**DIRECTIONS FOR THIS TASK:** Would you output the whole listing below, exactly as it reads?

== INPUT DATA ==

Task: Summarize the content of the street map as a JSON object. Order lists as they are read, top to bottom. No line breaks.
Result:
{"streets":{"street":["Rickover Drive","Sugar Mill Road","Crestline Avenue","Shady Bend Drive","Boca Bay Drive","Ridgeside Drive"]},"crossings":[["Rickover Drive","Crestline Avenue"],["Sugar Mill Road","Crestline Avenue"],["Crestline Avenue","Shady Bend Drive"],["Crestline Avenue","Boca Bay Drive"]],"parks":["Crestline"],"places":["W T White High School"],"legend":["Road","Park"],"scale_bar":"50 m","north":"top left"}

===

**REPLY:**
Task: Summarize the content of the street map as a JSON object. Order lists as they are read, top to bottom. No line breaks.
Result:
{"streets":{"street":["Rickover Drive","Sugar Mill Road","Crestline Avenue","Shady Bend Drive","Boca Bay Drive","Ridgeside Drive"]},"crossings":[["Rickover Drive","Crestline Avenue"],["Sugar Mill Road","Crestline Avenue"],["Crestline Avenue","Shady Bend Drive"],["Crestline Avenue","Boca Bay Drive"]],"parks":["Crestline"],"places":["W T White High School"],"legend":["Road","Park"],"scale_bar":"50 m","north":"top left"}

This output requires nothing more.